> ... I looked up her flight on my calendar, and it said not 1:30, but 11.30.
Actually, it didn't say either. It said 1:30 EST and it made the visual adjustment on the calendar to show you what time that would be in Arizona, where you were.
You have to look at this from both directions.
What if this was the other way around and YOUR WIFE was looking at the calendar and saw an 11:30 am flight time? She'd be bored at the airport for two extra hours.
Let's take this a step further.... let's say her flight takes, what, 4 hours? So she enters into the calendar a 4-hour flight event starting at 1:30pm EST. You can now look at the calendar and know exactly what time you have to pick her up from the airport (around 3:30pm, allowing for a 4 hour flight and a 2 hour timezone difference). However, by your reckoning, this event should have been showing on the calendar as running from 1:30pm to 5:30pm, leaving her hanging in baggage claim for 2 hours.

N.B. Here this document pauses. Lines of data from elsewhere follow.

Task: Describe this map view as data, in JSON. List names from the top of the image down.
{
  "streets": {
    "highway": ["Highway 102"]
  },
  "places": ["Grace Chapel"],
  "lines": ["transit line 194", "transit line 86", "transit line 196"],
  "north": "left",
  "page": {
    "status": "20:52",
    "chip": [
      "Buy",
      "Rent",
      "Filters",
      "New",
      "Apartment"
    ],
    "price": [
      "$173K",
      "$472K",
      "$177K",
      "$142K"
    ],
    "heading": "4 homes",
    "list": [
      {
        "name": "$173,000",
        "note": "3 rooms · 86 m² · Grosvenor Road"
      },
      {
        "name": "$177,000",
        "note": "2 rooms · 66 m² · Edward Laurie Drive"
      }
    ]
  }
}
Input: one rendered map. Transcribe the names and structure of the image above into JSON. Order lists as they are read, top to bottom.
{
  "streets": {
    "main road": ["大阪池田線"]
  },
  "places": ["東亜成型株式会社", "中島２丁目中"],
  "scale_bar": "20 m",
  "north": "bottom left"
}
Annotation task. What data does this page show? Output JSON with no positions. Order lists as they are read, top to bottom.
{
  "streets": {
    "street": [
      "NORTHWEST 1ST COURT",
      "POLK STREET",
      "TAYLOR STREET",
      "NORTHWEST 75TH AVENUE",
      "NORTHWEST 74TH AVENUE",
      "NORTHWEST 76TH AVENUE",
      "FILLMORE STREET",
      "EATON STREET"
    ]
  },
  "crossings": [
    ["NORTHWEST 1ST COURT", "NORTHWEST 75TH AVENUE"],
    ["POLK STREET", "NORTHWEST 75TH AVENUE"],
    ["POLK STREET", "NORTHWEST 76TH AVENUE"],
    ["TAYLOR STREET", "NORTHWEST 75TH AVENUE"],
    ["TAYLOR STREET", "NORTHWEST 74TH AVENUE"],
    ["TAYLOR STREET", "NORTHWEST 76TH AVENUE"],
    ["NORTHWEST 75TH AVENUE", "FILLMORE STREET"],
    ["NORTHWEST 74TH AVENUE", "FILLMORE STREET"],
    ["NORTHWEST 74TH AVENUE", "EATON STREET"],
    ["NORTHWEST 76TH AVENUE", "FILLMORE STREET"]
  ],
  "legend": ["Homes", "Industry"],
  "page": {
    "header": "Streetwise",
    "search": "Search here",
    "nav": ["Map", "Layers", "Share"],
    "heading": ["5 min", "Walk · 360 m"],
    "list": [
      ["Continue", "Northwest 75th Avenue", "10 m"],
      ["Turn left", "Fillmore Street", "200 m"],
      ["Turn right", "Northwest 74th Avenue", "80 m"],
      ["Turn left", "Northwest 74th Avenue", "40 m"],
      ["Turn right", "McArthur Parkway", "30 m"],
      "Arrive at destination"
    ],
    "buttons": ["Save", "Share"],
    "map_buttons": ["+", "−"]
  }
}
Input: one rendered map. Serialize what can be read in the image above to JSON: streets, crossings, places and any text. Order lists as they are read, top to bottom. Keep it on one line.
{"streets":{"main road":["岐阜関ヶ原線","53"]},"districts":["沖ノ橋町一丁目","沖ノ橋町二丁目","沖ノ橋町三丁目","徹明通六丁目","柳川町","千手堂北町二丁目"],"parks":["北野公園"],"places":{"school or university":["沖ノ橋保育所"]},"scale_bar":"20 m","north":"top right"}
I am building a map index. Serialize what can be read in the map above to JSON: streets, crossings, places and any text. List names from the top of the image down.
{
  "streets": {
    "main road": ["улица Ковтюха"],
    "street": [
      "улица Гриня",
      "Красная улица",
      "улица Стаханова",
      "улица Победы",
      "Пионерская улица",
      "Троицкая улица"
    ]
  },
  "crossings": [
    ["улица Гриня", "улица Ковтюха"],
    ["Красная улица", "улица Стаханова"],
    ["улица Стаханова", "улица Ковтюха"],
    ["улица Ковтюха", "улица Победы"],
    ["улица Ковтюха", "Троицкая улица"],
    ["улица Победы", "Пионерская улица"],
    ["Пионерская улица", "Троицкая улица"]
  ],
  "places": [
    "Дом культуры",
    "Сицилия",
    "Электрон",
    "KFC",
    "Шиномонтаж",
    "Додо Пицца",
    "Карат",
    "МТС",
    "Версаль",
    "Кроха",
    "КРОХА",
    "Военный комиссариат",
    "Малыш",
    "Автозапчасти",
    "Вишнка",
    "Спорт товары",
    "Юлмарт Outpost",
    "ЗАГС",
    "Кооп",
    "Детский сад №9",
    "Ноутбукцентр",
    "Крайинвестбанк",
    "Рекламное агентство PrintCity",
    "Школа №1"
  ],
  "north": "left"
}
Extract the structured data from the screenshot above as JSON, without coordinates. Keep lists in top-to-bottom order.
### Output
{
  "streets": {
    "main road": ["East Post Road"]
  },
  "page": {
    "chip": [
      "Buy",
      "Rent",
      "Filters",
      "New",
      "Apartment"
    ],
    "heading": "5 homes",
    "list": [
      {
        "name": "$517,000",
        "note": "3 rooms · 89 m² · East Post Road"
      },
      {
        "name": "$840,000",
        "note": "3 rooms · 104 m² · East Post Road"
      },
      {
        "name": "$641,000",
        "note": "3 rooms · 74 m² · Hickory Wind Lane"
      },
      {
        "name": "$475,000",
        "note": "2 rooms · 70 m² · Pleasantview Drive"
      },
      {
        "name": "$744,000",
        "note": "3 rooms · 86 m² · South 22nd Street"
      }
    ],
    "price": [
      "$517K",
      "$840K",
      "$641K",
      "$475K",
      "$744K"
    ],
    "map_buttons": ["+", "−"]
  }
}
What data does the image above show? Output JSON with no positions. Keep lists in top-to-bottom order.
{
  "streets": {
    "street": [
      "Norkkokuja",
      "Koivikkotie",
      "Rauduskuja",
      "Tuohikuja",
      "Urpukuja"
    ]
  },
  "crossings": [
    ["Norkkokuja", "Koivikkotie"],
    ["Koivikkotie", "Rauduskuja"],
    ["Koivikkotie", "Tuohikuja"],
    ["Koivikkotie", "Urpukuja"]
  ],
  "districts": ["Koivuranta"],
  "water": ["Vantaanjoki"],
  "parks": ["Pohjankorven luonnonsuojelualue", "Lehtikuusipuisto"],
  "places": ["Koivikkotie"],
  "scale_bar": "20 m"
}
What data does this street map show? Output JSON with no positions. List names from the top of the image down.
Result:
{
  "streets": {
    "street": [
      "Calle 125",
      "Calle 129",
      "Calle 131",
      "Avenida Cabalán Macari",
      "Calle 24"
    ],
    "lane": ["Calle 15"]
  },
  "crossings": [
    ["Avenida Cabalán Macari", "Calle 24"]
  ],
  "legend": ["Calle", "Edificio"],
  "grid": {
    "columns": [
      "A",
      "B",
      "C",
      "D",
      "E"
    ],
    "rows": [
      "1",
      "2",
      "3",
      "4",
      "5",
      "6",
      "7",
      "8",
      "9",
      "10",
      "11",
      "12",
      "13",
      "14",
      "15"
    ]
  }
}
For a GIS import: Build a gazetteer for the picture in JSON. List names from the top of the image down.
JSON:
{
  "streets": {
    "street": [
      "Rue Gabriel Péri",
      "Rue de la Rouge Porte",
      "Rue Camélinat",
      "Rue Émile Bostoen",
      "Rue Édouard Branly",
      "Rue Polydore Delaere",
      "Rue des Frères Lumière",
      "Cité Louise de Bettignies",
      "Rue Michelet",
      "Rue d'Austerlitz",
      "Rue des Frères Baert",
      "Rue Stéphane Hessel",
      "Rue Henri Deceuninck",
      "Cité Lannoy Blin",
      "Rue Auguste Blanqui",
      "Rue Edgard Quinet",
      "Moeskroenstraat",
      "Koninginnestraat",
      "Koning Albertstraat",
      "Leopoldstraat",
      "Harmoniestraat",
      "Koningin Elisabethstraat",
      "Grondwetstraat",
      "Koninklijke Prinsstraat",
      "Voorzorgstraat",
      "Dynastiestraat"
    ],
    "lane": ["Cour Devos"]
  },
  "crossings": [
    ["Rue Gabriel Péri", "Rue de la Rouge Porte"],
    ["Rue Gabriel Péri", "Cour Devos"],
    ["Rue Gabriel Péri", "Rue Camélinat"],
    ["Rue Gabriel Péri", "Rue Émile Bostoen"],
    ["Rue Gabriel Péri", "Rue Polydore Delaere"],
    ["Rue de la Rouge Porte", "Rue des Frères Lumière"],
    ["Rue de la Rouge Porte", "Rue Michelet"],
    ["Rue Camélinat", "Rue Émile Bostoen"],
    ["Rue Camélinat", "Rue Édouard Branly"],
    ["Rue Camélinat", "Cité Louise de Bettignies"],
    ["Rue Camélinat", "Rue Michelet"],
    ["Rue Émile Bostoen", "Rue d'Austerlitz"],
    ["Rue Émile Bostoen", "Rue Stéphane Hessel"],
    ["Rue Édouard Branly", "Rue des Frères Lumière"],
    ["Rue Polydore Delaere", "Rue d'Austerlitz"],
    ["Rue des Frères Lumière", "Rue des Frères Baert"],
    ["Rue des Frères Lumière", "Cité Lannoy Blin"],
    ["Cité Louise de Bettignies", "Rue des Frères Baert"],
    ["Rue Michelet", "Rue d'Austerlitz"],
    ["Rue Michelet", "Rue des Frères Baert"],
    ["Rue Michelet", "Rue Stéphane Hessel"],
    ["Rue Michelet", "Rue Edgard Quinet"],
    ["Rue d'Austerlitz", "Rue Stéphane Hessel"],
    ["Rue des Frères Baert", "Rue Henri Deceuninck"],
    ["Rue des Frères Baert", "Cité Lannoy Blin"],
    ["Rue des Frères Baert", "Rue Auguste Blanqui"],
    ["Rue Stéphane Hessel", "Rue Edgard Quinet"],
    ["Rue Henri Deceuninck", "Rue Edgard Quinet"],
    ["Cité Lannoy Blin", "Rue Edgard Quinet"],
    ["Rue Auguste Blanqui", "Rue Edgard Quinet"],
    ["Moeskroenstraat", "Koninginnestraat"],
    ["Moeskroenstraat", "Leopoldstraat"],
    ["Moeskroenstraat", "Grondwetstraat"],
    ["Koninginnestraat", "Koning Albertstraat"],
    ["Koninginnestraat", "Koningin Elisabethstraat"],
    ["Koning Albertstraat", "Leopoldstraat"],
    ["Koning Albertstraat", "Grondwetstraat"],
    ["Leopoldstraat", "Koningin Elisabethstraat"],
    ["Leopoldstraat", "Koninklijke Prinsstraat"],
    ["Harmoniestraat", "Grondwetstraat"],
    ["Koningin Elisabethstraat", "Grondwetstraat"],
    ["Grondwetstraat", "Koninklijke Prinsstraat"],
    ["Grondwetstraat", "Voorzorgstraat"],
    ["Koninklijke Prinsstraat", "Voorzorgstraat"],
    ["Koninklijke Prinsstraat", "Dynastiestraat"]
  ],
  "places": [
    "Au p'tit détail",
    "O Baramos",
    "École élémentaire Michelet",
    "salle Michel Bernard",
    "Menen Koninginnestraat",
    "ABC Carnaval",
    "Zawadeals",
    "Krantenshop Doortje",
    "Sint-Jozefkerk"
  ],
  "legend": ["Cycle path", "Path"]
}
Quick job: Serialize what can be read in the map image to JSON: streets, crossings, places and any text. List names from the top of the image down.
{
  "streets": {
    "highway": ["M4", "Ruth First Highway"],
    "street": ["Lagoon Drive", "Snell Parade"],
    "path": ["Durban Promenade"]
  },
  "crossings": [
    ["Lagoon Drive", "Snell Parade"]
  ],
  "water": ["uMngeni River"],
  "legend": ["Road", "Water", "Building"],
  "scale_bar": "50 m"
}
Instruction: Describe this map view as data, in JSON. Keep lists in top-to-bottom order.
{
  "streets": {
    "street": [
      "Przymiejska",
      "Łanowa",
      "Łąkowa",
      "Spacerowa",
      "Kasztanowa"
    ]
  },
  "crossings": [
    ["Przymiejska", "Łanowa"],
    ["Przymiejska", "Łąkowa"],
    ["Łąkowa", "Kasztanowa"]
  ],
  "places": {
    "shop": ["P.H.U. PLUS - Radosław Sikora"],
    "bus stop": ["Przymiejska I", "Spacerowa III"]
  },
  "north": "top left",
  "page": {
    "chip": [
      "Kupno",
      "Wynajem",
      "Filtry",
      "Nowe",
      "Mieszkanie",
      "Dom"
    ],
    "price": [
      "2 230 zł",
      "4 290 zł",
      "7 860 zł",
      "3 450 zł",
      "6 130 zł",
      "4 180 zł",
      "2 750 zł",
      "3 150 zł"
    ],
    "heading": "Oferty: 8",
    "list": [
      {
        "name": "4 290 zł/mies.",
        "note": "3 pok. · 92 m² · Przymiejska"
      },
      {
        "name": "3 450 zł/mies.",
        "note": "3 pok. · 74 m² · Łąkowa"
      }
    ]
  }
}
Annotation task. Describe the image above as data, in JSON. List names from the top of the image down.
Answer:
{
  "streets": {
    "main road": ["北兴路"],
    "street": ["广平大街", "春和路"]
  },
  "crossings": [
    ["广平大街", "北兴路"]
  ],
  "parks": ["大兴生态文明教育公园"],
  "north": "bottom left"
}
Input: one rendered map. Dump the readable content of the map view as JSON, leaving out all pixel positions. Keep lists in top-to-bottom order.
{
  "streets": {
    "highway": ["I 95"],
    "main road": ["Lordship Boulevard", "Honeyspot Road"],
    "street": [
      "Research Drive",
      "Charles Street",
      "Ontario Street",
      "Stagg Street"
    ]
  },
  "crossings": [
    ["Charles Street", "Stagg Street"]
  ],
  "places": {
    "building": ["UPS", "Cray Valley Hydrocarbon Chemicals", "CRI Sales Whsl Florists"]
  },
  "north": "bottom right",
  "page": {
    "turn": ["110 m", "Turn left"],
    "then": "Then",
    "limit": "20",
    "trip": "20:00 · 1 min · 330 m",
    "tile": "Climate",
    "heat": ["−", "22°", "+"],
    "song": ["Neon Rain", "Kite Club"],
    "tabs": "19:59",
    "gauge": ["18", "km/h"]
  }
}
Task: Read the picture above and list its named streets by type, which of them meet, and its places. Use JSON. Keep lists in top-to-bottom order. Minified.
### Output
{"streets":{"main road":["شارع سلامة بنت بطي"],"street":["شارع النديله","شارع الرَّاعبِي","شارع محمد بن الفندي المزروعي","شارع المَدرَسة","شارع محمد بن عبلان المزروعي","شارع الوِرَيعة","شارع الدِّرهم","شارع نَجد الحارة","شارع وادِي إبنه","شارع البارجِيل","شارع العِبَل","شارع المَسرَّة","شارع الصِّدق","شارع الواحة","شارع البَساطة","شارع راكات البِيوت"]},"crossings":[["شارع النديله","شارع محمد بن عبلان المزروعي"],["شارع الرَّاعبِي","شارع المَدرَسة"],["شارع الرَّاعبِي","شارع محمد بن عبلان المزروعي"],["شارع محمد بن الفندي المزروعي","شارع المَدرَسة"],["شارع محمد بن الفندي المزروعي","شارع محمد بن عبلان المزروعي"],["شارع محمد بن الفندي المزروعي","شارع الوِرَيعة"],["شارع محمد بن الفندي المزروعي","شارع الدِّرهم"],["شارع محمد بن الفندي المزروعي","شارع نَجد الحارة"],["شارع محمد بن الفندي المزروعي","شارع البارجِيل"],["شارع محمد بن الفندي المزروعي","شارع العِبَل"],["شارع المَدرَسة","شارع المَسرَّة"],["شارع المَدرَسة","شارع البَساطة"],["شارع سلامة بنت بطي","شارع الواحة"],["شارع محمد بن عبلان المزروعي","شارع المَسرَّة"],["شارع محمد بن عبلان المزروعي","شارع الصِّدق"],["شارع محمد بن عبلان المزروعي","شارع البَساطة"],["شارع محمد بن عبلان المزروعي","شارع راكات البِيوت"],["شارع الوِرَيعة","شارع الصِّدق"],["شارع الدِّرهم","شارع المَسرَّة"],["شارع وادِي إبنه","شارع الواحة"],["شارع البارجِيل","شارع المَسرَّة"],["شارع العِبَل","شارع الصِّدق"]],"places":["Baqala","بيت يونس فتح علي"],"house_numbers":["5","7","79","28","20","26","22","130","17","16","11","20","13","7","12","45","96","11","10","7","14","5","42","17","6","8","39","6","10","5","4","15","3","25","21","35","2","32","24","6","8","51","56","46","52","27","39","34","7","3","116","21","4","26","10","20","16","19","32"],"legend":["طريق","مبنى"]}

Even worse would be flying the other way around, where the calendar showed 1:30PM but the flight was actually leaving at 11:30am. You'd end up at the airport after the flight has left, and the airlines aren't going to compensate you for missing the flight because you misread the calendar.
I think it's unreasonable for everyone to have an intrinsic knowledge of the time of an event in some far-flung (or even adjacent) time zone (especially in Arizona which has a different DST schedule from the rest of the country), and to know the intent of the person who created the event. Do you really know the location where whoever added the event to a calendar was at the time? The local time is far more important for most users.